## SUPPLIED RECORDS
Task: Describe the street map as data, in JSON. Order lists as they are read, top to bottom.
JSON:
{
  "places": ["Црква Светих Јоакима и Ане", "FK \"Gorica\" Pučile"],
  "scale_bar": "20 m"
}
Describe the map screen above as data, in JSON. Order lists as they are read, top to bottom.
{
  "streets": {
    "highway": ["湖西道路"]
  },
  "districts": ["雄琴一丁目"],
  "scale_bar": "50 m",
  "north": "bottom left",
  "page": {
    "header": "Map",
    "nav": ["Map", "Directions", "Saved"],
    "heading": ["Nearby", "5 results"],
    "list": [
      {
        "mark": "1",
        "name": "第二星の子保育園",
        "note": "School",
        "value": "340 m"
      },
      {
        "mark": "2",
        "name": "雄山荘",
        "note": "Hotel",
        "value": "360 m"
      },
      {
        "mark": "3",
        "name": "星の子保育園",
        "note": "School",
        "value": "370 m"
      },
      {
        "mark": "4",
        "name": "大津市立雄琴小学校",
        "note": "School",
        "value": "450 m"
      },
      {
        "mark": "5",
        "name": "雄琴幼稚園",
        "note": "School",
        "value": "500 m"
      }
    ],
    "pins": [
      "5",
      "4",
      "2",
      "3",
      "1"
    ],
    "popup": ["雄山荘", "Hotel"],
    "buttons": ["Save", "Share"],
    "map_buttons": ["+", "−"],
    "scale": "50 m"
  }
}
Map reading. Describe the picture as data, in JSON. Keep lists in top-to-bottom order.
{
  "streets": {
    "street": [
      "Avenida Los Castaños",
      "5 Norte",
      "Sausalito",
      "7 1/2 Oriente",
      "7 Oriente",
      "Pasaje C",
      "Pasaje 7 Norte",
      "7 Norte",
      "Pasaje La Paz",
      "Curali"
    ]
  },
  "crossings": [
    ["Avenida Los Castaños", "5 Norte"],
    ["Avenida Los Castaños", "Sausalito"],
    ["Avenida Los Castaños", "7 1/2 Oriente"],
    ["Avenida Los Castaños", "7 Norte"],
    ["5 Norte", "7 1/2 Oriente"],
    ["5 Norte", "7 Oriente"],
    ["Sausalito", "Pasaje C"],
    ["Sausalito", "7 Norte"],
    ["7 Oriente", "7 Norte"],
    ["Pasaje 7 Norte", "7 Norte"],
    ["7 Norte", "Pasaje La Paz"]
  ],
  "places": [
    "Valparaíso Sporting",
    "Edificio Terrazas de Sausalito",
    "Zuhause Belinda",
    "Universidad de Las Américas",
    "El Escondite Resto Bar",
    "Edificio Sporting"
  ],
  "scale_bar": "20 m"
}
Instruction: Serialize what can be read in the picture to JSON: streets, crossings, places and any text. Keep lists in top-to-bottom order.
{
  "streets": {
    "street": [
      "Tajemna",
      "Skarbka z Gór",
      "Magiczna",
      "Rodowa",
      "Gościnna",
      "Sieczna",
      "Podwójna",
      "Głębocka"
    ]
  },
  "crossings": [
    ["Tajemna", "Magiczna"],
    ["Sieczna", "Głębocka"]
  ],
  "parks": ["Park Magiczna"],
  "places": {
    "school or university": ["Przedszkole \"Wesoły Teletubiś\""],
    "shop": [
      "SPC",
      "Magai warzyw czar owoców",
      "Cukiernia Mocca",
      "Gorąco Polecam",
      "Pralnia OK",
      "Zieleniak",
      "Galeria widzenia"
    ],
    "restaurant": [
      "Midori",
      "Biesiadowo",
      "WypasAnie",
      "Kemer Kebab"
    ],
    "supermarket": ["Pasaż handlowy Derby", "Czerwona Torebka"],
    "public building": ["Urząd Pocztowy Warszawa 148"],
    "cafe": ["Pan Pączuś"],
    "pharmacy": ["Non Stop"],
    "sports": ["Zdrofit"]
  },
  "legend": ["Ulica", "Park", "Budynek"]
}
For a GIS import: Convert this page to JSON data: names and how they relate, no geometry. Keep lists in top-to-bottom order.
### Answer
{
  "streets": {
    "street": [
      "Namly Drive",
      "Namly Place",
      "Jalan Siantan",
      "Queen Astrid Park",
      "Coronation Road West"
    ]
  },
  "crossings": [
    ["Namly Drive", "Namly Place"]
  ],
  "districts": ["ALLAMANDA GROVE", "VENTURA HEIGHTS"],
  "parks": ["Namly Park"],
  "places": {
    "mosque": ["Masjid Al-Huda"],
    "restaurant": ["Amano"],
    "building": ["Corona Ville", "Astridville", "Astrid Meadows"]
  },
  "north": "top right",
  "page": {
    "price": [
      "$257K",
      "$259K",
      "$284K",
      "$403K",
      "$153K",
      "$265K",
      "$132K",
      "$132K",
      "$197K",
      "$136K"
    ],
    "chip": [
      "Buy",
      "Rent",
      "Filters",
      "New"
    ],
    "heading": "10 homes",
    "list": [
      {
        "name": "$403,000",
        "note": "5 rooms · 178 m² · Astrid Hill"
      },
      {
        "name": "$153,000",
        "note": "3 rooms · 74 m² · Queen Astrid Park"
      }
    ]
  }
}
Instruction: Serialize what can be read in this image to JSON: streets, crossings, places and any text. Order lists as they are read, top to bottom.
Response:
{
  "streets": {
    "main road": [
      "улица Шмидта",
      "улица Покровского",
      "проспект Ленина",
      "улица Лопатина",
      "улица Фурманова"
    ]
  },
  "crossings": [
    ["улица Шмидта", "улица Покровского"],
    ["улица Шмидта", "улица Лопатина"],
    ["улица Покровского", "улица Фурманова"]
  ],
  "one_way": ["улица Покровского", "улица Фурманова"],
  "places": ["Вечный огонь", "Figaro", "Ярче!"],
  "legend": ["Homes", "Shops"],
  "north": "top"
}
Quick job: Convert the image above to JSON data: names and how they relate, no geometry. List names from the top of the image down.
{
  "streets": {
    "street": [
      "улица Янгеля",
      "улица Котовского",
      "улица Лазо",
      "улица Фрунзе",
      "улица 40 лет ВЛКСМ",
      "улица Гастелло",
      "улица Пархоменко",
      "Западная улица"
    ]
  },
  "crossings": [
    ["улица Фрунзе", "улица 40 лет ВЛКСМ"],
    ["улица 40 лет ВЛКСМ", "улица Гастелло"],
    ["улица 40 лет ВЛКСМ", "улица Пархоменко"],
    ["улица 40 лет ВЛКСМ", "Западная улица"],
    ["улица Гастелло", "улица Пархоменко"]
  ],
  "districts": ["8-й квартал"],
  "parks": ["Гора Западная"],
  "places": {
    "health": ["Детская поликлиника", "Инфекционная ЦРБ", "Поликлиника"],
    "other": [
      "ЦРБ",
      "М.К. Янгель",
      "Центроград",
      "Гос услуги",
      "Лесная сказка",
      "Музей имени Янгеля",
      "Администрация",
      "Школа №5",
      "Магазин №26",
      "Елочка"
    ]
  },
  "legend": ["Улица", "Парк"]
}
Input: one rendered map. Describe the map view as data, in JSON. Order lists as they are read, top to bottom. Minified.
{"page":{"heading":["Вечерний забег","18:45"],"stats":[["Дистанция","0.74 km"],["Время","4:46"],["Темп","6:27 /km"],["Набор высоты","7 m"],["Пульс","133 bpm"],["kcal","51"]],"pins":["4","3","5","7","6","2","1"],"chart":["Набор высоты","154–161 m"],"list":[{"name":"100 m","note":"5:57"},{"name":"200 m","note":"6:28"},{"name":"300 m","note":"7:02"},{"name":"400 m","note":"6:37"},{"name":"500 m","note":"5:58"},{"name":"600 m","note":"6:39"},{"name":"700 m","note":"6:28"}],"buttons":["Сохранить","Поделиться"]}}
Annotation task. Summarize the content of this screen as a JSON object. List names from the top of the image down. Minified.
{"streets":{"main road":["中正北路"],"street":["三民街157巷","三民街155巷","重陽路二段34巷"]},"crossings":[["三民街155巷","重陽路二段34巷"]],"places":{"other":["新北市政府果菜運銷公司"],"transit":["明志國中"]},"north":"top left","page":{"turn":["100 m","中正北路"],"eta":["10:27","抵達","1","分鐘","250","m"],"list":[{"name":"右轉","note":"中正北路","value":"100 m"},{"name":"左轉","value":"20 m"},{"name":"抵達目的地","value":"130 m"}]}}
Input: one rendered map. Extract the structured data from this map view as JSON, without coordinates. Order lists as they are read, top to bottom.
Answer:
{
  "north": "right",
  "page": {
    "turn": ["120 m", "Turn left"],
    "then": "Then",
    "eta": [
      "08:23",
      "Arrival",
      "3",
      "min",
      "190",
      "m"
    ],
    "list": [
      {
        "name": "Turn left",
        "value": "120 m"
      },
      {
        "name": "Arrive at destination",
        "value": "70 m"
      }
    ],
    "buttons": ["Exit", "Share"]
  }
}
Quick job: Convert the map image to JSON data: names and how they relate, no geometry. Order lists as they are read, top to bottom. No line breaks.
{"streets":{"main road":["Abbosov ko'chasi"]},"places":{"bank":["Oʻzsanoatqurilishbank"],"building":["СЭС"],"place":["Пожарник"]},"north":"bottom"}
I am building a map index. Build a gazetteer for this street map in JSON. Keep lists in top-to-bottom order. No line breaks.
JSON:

## WHAT IS REQUIRED
The expected answer is an exact copy of the lines beginning at the one with "Quick job: Convert the map" and running to the end of the entries above.

## OUTPUT OF THE TASK
Quick job: Convert the map image to JSON data: names and how they relate, no geometry. Order lists as they are read, top to bottom. No line breaks.
{"streets":{"main road":["Abbosov ko'chasi"]},"places":{"bank":["Oʻzsanoatqurilishbank"],"building":["СЭС"],"place":["Пожарник"]},"north":"bottom"}
I am building a map index. Build a gazetteer for this street map in JSON. Keep lists in top-to-bottom order. No line breaks.
JSON:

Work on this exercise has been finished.